Frequently Asked Questions
  1. I'm not funny, can I still be in the Yule Play?
  2. What's the workload like for ASNC?
  3. Do I need to know x language before starting?
  4. What do I need to have read?
  5. What is this "Asnac Pub" I keep hearing about?
  6. Legends speak of an Asnac lunch - tell me more.
  7. Does the committee organise any outings for ASNCs?
Q: I'm not funny, can I still be in the Yule Play?
A: Yes! One of the wonderful things about ASNC is that everyone tends to have the same sort of pun-based humour. :) And if you don't want to write anything, we're always looking for actors and singers to be in the performance!
Q: What's the workload like for ASNC?
A: A lot of people asked this before even getting to Cambridge, so the first thing to say is relax! Everything can seem a bit hectic at first, but you will probably find that you get into a fairly good rhythm with supervision essays and that things start to fall into place. Generally, you will have one supervision essay per week, and then maybe some extra reading for lectures or translations for classes. It is a fair amount of work, but it is manageable and you will still have time to have fun, promise!
Q: Do I need to know x language before starting?
Absolutely not! All of the languages are started from scratch so there is no need for prior knowledge, and Latin is run at two levels in first year to accommodate for those who haven't had the opportunity to learn it before, so it's possible to choose based on how you feel about your language skills. In Fresher's Week, there are grammar workshops too, to make sure that everyone is on the same page ready to start learning the languages.
Q: What do I need to have read?
Nothing! There are suggested reading lists that you can dip into before coming here, including a list compiled by our archiepiscopus, Julia, but you're not expected to arrive here already knowing everything about Icelandic politics in the early middle ages, for example. Just have a look at the stuff that interests you - that's the best way to get going with the reading.
Q: What is this "Asnac Pub" I keep hearing about?
By long tradition, the popular weekly lecture for Part I Old English literature concluded at 5pm on a Friday and was followed by a brief trip to the pub. The current pub of choice is The Castle, on Castle Hill. An ASNaC presence in the pub is assured throughout termtime, and is frequent outside it. A jolly old time is had by all, further facilitated by the occasional and random re-appearance of long-departed ASNaCs who peddle their boring tales of yore. Stay there all night every week or just wander in for a quick pint every so often - either way you'll be welcomed warmly (if not coherently).
C: Legends speak of an Asnac lunch - tell me more.
Well, that's more a command than a question, but OK.

What better way to start the week than with a hearty meal?
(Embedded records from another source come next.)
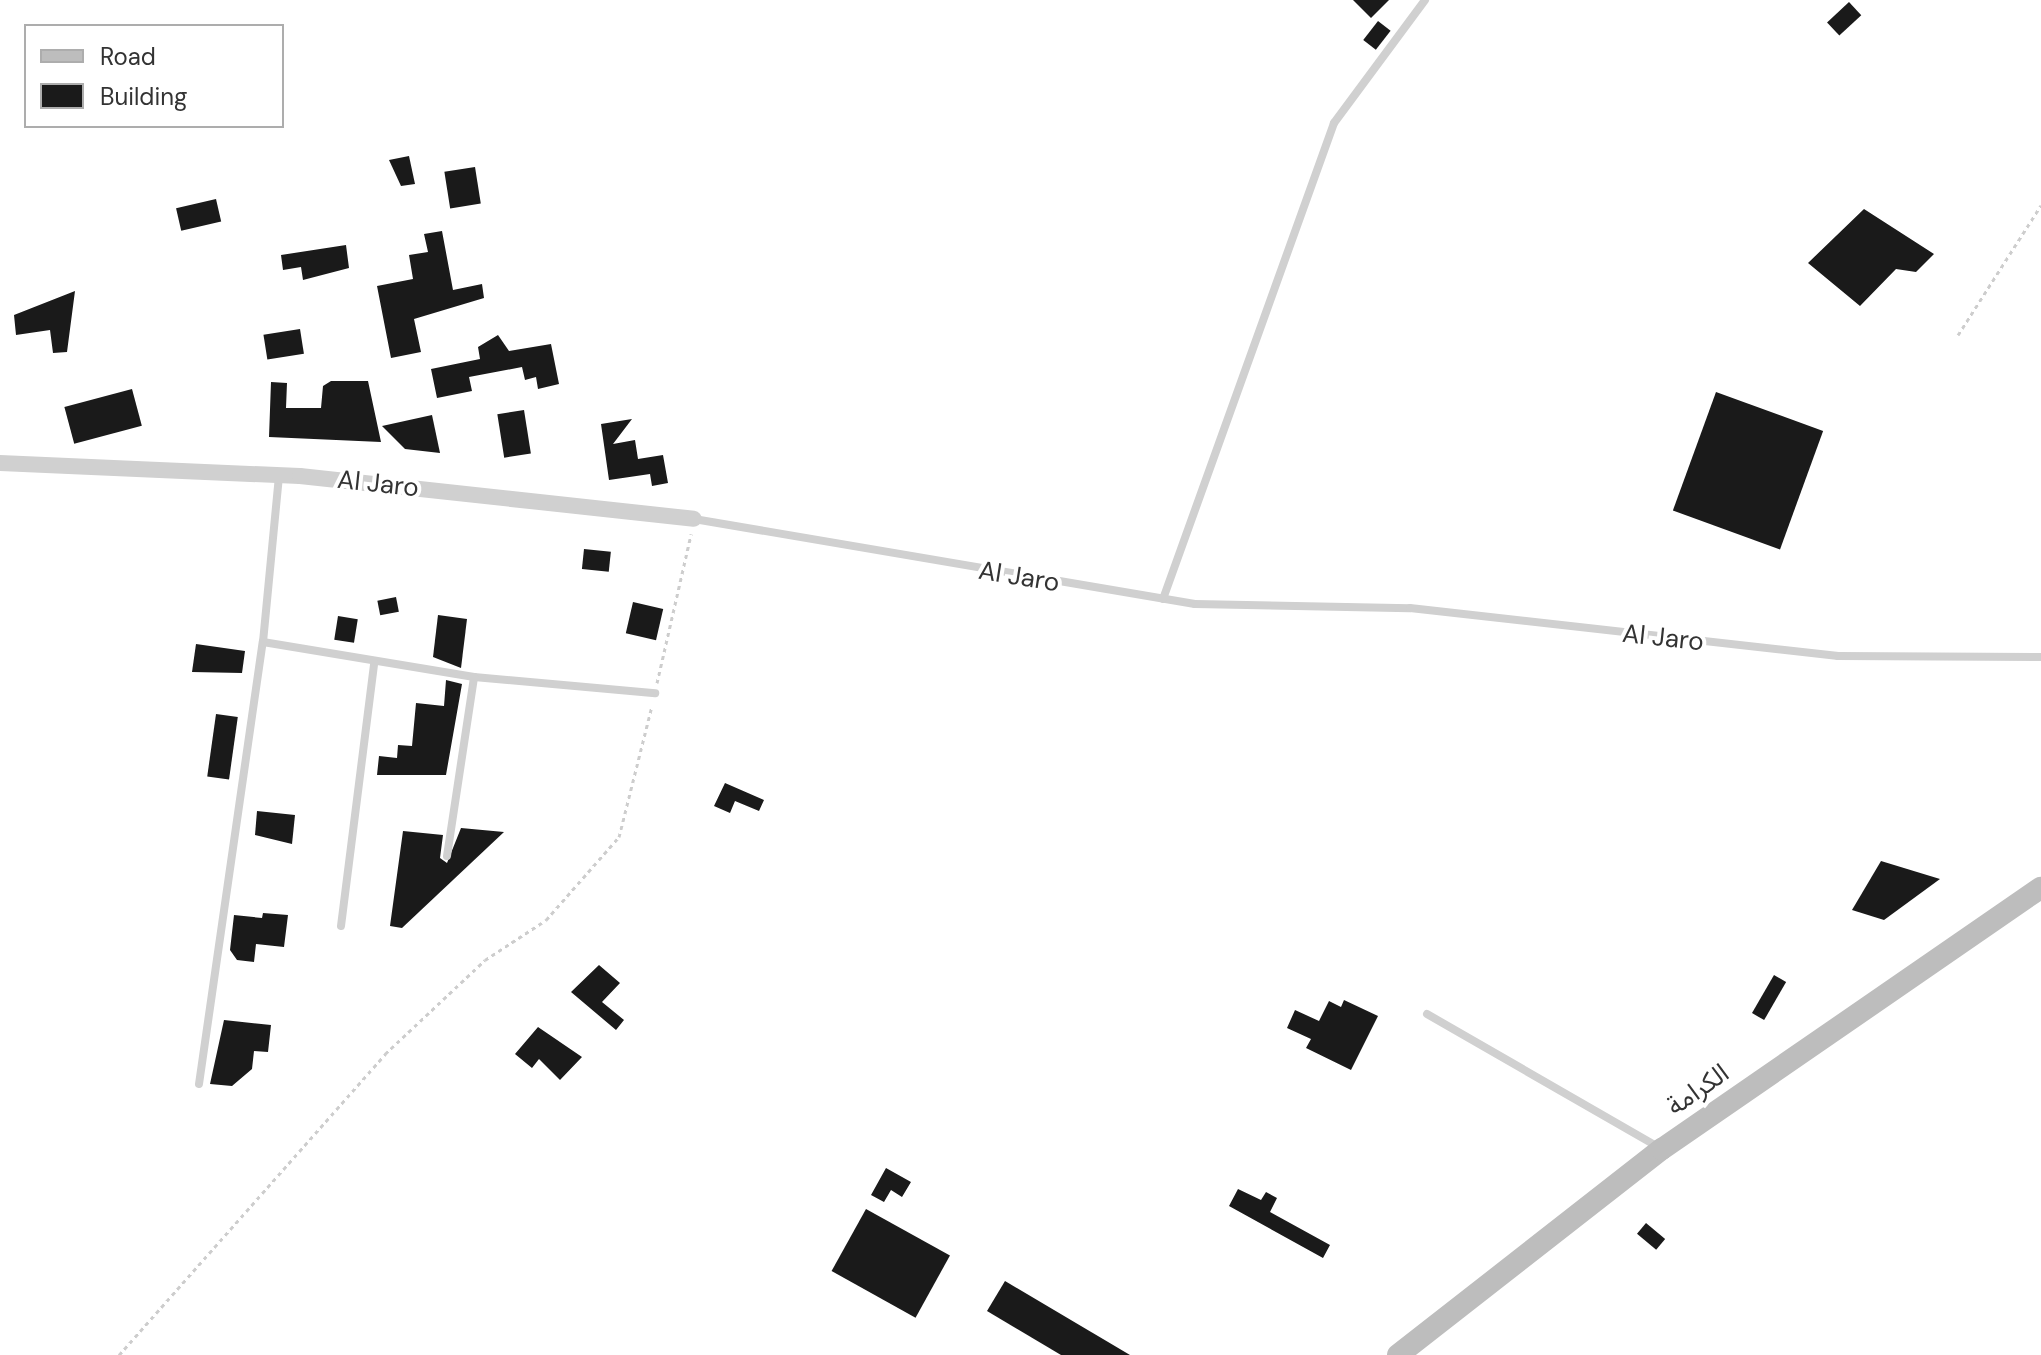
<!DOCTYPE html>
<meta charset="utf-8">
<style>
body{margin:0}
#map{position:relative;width:2041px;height:1355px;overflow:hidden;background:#fff;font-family:"DM Sans","Noto Sans Arabic",sans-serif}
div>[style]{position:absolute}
.building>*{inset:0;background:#1a1a1a;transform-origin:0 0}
.path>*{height:3px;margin-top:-1.5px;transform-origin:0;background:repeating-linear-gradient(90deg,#cdcdcd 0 4px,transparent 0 8px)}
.lane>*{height:8px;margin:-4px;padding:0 4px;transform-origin:4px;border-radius:4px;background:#d0d0d0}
.street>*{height:16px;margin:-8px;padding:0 8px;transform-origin:8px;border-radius:8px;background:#d0d0d0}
.secondary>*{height:22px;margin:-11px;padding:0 11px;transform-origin:11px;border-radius:11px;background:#bdbdbd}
span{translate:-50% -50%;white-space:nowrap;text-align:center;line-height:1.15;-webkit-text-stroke:8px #fff;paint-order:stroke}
.street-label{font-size:26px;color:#333}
.legend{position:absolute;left:24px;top:24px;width:260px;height:104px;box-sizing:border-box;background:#fff;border:2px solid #adadad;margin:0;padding:10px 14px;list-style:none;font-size:24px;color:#333}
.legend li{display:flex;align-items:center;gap:16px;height:40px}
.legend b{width:40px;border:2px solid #adadad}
</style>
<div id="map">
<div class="building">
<div style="clip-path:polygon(1353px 0,1389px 0,1371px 18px)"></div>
<div style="left:1849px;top:2px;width:18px;height:30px;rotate:47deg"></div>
<div style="left:1378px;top:21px;width:16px;height:24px;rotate:38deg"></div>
<div style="clip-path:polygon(409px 156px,415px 184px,401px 186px,389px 160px)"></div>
<div style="left:475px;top:167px;width:37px;height:31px;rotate:81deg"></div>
<div style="left:216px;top:199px;width:23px;height:41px;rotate:77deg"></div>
<div style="clip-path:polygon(1864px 209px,1934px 254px,1916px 272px,1896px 269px,1860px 306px,1808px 263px)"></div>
<div style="clip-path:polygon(442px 231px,453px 290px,482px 284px,484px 298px,414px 319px,421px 352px,391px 358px,377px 286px,413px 279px,409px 255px,428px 252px,424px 234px)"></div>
<div style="clip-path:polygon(346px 245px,349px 268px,303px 280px,301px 267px,283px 270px,281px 255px)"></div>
<div style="clip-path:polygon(75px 291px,67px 352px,53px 353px,50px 330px,16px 335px,14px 315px)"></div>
<div style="left:300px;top:329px;width:25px;height:37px;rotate:81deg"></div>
<div style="clip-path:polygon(498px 335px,509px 351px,551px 344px,559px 384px,538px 389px,536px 377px,525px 380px,522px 367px,469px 377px,472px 391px,437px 398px,431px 369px,480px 359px,478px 347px)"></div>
<div style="clip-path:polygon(331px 381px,368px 381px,381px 442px,269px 437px,271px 382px,287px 383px,286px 408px,321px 408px,323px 386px)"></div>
<div style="left:132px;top:389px;width:38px;height:70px;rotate:75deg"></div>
<div style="left:1716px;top:392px;width:114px;height:126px;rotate:20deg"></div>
<div style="left:524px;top:410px;width:44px;height:27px;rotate:81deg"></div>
<div style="clip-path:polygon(432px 415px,440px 453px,405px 449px,382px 426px)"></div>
<div style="clip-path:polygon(632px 419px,613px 444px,635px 440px,638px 459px,663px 455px,668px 483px,652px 486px,650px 474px,609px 480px,601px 424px)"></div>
<div style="left:584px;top:549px;width:27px;height:20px;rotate:6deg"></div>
<div style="left:396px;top:597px;width:15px;height:19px;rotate:79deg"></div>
<div style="left:633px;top:602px;width:31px;height:32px;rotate:13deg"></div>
<div style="clip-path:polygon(438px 615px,467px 619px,461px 668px,433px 657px)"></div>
<div style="left:338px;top:616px;width:20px;height:24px;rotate:9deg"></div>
<div style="clip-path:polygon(196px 644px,245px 651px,242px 673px,192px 672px)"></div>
<div style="clip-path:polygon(446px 680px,462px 684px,446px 775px,377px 775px,379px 756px,397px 758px,398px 745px,412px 746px,416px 703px,444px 706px)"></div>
<div style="left:216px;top:714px;width:22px;height:63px;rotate:8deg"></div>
<div style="clip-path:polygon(725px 783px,764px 800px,759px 811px,735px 801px,730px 813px,714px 806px)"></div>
<div style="clip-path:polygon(257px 811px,295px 815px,292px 844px,255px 835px)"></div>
<div style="clip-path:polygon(461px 828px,504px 832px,402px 928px,390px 926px,403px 831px,443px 835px,440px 858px,447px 863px)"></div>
<div style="clip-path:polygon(1881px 861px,1940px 879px,1884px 920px,1852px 910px)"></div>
<div style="clip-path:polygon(263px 913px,288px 915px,284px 947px,256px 944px,254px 962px,237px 960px,230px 950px,234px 915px,262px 918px)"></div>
<div style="clip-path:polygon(599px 965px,620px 983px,602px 1002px,624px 1020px,616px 1030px,571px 992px)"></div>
<div style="left:1774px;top:975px;width:14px;height:44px;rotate:30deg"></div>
<div style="clip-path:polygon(1344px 1000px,1378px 1016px,1351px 1070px,1306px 1048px,1311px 1039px,1287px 1028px,1295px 1010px,1319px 1021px,1329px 1001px,1341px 1007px)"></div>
<div style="clip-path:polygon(224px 1020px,271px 1025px,268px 1052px,254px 1051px,252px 1069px,232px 1086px,210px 1084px)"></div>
<div style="clip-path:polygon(538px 1027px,582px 1057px,560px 1080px,539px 1059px,532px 1068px,515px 1054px)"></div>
<div style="clip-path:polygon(886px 1168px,911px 1182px,902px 1197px,891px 1190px,884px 1202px,871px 1195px)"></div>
<div style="clip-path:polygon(1238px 1189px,1261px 1200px,1266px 1192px,1277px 1198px,1270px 1212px,1330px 1245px,1323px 1258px,1229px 1206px)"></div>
<div style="left:866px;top:1209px;width:96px;height:71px;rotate:29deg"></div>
<div style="left:1646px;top:1223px;width:25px;height:14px;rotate:40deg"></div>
<div style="clip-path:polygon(1005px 1281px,1130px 1355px,1061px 1355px,987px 1311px)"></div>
</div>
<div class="path">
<div style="left:1958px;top:335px;width:154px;rotate:-57.4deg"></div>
<div style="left:657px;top:683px;width:153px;rotate:-77.1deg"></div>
<div style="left:119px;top:1355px;width:402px;rotate:-48.5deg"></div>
<div style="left:385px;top:1054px;width:137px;rotate:-43.2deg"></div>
<div style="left:485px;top:960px;width:73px;rotate:-33.3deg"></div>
<div style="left:546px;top:920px;width:111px;rotate:-48.7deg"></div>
<div style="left:619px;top:837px;width:135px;rotate:-75.9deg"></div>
</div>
<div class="lane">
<div style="left:694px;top:519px;width:508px;rotate:9.63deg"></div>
<div style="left:1195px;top:604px;width:215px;rotate:1.1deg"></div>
<div style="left:1410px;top:608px;width:431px;rotate:6.4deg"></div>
<div style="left:1838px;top:656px;width:203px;rotate:0.3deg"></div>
<div style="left:1163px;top:599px;width:506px;rotate:-70.24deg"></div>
<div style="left:1334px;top:123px;width:153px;rotate:-53.5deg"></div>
<div style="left:263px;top:642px;width:214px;rotate:9.4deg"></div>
<div style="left:474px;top:677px;width:182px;rotate:5.1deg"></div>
<div style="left:447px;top:856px;width:181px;rotate:-81.4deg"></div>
<div style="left:341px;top:926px;width:265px;rotate:-82.8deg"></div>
<div style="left:1427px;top:1014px;width:267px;rotate:29.9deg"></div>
<div style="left:199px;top:1084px;width:447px;rotate:-81.8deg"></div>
<div style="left:263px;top:642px;width:168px;rotate:-84.5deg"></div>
</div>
<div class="street">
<div style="left:0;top:463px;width:300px;rotate:2.5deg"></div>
<div style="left:300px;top:476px;width:396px;rotate:6.2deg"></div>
</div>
<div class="secondary">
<div style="left:1398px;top:1355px;width:335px;rotate:-38deg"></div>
<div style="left:1662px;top:1149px;width:460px;rotate:-34.6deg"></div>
</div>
<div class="street-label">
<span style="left:378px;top:484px;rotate:6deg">Al Jaro</span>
<span style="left:1019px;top:577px;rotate:9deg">Al Jaro</span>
<span style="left:1663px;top:638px;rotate:6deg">Al Jaro</span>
<span style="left:1698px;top:1090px;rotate:-35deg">الكرامة</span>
</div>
<ul class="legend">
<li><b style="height:10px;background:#bdbdbd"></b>Road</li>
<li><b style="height:22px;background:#1a1a1a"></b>Building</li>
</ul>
</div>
Every Monday a stalwart cadre of culinary colossi provide a sumptuous repast of the likes not seen outside the Hall of the Slain, costing a mere two pounds fifty sterling. The service starts at one o' clock, and for a fair few hours the common room fills with hungry students: come for the food, stay for the company.

If you don't like what's served at ASNC lunch, or want something in particular to appear in future weeks, then you can email the catering officer! Check the contacts list of this website for an up-to-date email for them.
Q: Does the committee organise any outings for ASNCs?
A: Every so often, the Society actually organises a more serious form of event, generally in the form of a yearly black tie dinner (usually around January) and a series of lectures from individuals of varying eminence. Less formal than the the Department's official guest lectures, these generally tend towards the lighter side of all things ASNaC, but also provide a great chance to mingle with a few of the great names you'll know from your textbooks, without all the lecturers and grad students trying to overshadow you. Seasonal activites are also organised, such as picnics and Christmas parties.